■ DATASET RECORDS
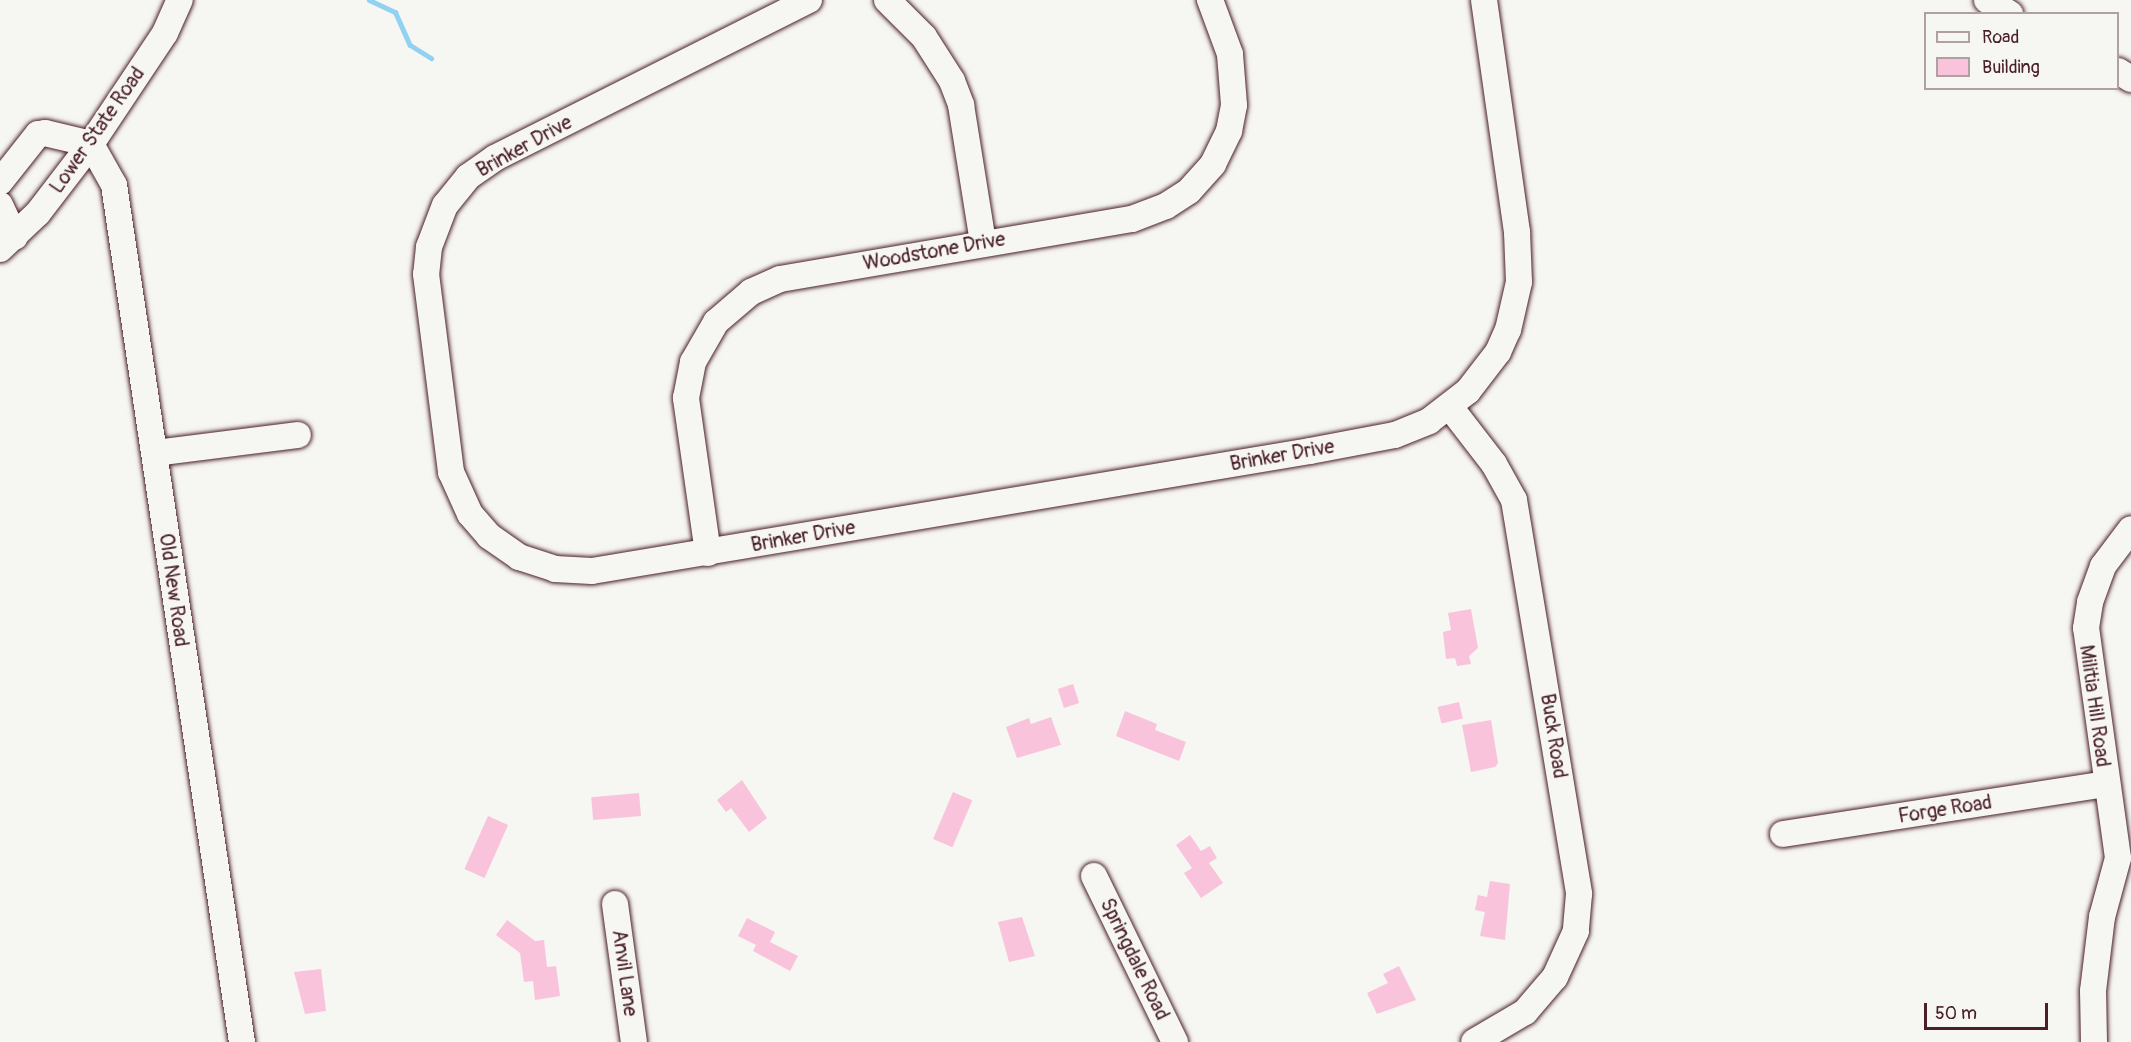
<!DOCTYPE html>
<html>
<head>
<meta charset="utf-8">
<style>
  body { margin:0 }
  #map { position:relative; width:2131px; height:1042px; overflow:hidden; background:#f6f6f2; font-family:Pangolin,sans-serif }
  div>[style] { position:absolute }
  .stream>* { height:5px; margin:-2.5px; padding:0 2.5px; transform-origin:2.5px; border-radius:2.5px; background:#91d1f2 }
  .building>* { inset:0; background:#fac3dc; transform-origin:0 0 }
  .roads { filter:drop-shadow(0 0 2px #4a1f2b) drop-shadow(0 0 2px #4a1f2b) }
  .minor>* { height:26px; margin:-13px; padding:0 13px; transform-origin:13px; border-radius:13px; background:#f6f6f2 }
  span { translate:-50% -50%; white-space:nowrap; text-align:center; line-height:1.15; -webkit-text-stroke:4.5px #f6f6f2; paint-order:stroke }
  .street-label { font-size:20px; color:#4a1f2b }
  .legend { position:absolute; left:1924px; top:12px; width:195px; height:78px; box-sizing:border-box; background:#f6f6f2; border:2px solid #b1a0a2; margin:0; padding:8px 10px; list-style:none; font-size:18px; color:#4a1f2b }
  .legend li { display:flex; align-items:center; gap:12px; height:30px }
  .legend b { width:30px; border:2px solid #b1a0a2 }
  .scale { position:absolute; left:1924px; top:1003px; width:124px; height:27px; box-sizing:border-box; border:3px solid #4a1f2b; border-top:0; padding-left:8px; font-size:18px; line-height:21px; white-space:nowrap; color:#4a1f2b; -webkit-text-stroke:4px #f6f6f2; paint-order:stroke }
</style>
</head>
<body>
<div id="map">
  <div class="stream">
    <i style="left:369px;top:0;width:29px;rotate:25deg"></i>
    <i style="left:395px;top:12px;width:36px;rotate:66deg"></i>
    <i style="left:410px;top:45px;width:25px;rotate:32deg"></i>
  </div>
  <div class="building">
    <i style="clip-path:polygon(1471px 609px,1478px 648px,1469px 656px,1471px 664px,1457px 666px,1455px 658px,1446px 659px,1443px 632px,1451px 630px,1448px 613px)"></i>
    <i style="left:1073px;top:684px;width:20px;height:16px;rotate:72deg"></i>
    <i style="left:1459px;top:702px;width:17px;height:22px;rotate:77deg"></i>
    <i style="clip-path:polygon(1125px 711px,1157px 724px,1155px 730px,1186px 742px,1179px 761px,1116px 736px)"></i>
    <i style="clip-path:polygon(1051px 717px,1061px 745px,1017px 758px,1006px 727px,1029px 718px,1031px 724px)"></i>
    <i style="clip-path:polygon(1491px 720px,1498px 763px,1495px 767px,1471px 772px,1462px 725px)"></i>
    <i style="clip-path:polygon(742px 780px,767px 818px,749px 832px,731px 808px,726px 812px,717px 800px)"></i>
    <i style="left:953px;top:792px;width:21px;height:51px;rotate:23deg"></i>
    <i style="left:639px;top:793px;width:23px;height:48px;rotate:85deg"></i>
    <i style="left:488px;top:816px;width:22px;height:58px;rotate:24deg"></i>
    <i style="clip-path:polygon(1190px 835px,1201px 851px,1210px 846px,1217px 858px,1209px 863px,1223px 883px,1201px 898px,1184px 873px,1192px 868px,1176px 845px)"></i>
    <i style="clip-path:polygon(1490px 881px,1510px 884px,1505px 940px,1480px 936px,1485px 912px,1475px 910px,1478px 895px,1487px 897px)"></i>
    <i style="clip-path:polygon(1022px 917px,1035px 956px,1009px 962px,998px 922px)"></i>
    <i style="clip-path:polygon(747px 918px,775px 932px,770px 942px,798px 956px,790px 971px,753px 951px,756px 945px,738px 936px)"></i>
    <i style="clip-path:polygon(507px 920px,535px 941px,544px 940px,547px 967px,556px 966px,560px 996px,535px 1000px,533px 981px,524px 982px,520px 953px,496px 935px)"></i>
    <i style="clip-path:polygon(1399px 966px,1416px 1000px,1377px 1014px,1367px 993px,1388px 983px,1383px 974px)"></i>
    <i style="clip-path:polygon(321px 969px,326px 1011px,305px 1014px,294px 972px)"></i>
  </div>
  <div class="roads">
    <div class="minor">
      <i style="left:809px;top:0;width:352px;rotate:153.3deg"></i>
      <i style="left:495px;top:158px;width:33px;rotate:145deg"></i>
      <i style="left:468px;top:177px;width:36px;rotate:129deg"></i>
      <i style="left:445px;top:205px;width:45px;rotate:110.9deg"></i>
      <i style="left:429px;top:247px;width:27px;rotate:96deg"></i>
      <i style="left:426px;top:274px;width:200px;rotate:82.8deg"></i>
      <i style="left:451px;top:472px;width:46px;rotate:65.7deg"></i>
      <i style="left:470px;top:514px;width:29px;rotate:49deg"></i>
      <i style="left:489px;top:536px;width:37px;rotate:35deg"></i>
      <i style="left:519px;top:557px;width:38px;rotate:18deg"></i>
      <i style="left:555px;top:569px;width:37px;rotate:3deg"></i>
      <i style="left:592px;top:571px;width:728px;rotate:-9.49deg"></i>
      <i style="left:1310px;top:451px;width:86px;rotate:-10.7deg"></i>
      <i style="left:1395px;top:435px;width:37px;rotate:-22deg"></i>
      <i style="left:1429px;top:421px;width:49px;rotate:-37.6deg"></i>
      <i style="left:1468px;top:391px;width:49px;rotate:-52.4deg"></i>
      <i style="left:1498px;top:352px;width:24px;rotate:-66deg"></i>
      <i style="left:1508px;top:330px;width:49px;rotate:-77.1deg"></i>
      <i style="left:1519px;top:282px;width:50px;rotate:-92.3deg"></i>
      <i style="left:1517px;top:232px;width:234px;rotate:-98.1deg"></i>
      <i style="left:887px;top:0;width:52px;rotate:45deg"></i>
      <i style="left:924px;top:37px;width:52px;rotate:57.5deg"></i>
      <i style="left:952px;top:81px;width:26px;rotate:69deg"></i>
      <i style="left:961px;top:105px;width:139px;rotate:80.9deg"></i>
      <i style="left:1987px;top:0;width:27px;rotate:31deg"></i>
      <i style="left:2118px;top:71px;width:15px;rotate:32deg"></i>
      <i style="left:0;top:182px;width:61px;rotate:-51.6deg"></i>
      <i style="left:38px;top:134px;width:7px;rotate:-8deg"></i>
      <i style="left:45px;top:133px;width:47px;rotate:13.4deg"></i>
      <i style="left:91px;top:144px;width:47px;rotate:60.7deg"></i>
      <i style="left:114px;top:185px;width:867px;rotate:81.51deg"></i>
      <i style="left:0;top:205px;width:35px;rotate:65deg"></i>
      <i style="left:0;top:249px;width:52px;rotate:-43.5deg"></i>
      <i style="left:38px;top:213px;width:87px;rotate:-52.5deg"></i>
      <i style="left:91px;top:144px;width:133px;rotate:-56.3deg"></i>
      <i style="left:165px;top:33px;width:36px;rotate:-66deg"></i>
      <i style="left:1450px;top:407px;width:72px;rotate:52.3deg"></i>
      <i style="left:1494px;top:464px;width:41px;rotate:60.9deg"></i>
      <i style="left:1514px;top:500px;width:399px;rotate:80.6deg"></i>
      <i style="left:1579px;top:894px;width:37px;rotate:95deg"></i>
      <i style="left:1576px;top:931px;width:51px;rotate:114.5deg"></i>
      <i style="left:1555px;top:977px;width:46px;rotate:130.6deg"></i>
      <i style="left:1525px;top:1012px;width:59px;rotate:149.5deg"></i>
      <i style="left:155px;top:453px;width:144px;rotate:-7.2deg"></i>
      <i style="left:708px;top:553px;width:157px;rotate:-98.1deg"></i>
      <i style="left:686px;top:398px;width:37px;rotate:-79deg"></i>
      <i style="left:693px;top:362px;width:46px;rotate:-60.1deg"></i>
      <i style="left:716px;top:322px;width:46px;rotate:-40.6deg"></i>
      <i style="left:751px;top:292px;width:32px;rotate:-24deg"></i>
      <i style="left:780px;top:279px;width:357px;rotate:-9.7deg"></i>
      <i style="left:1132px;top:219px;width:36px;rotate:-21deg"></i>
      <i style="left:1166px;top:206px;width:27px;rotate:-33deg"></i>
      <i style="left:1189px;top:191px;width:36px;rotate:-48deg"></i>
      <i style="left:1213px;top:164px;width:37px;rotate:-64deg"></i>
      <i style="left:1229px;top:131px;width:26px;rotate:-79deg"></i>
      <i style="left:1234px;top:105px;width:51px;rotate:-94.5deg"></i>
      <i style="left:1230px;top:54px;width:58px;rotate:-110.3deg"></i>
      <i style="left:1783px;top:834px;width:327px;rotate:-8.8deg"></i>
      <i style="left:1094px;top:876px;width:185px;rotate:64deg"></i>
      <i style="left:615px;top:904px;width:139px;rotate:82.2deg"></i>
      <i style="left:2094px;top:1042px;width:51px;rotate:-91.1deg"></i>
      <i style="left:2093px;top:991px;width:75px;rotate:-83.1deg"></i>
      <i style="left:2102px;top:917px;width:61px;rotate:-74.8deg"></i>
      <i style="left:2118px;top:858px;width:232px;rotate:-97.9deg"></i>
      <i style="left:2086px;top:628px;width:26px;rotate:-81deg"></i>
      <i style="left:2090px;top:602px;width:38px;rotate:-70deg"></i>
      <i style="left:2103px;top:566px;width:46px;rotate:-52.9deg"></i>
    </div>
  </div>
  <div class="street-label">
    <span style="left:97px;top:130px;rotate:-55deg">Lower State Road</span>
    <span style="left:524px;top:146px;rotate:-29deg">Brinker Drive</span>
    <span style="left:934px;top:251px;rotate:-10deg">Woodstone Drive</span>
    <span style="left:1282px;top:455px;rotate:-10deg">Brinker Drive</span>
    <span style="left:803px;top:536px;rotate:-10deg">Brinker Drive</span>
    <span style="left:174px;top:590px;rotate:82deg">Old New Road</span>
    <span style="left:2095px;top:706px;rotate:82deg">Militia Hill Road</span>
    <span style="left:1554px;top:736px;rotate:81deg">Buck Road</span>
    <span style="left:1945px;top:809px;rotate:-9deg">Forge Road</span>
    <span style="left:1135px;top:959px;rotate:64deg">Springdale Road</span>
    <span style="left:625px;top:973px;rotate:82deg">Anvil Lane</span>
  </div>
  <ul class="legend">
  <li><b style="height:8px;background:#f6f6f2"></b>Road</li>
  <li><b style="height:16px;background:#fac3dc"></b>Building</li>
  </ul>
  <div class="scale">50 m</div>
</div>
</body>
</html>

■ EXERCISE
Copy exactly the lines running from the beginning of the listing through the line that has "position:relative; width:2131px; height:1042px;". Drop the pictures.

■ SOLUTION TO THE PROBLEM
<!DOCTYPE html>
<html>
<head>
<meta charset="utf-8">
<style>
  body { margin:0 }
  #map { position:relative; width:2131px; height:1042px; overflow:hidden; background:#f6f6f2; font-family:Pangolin,sans-serif }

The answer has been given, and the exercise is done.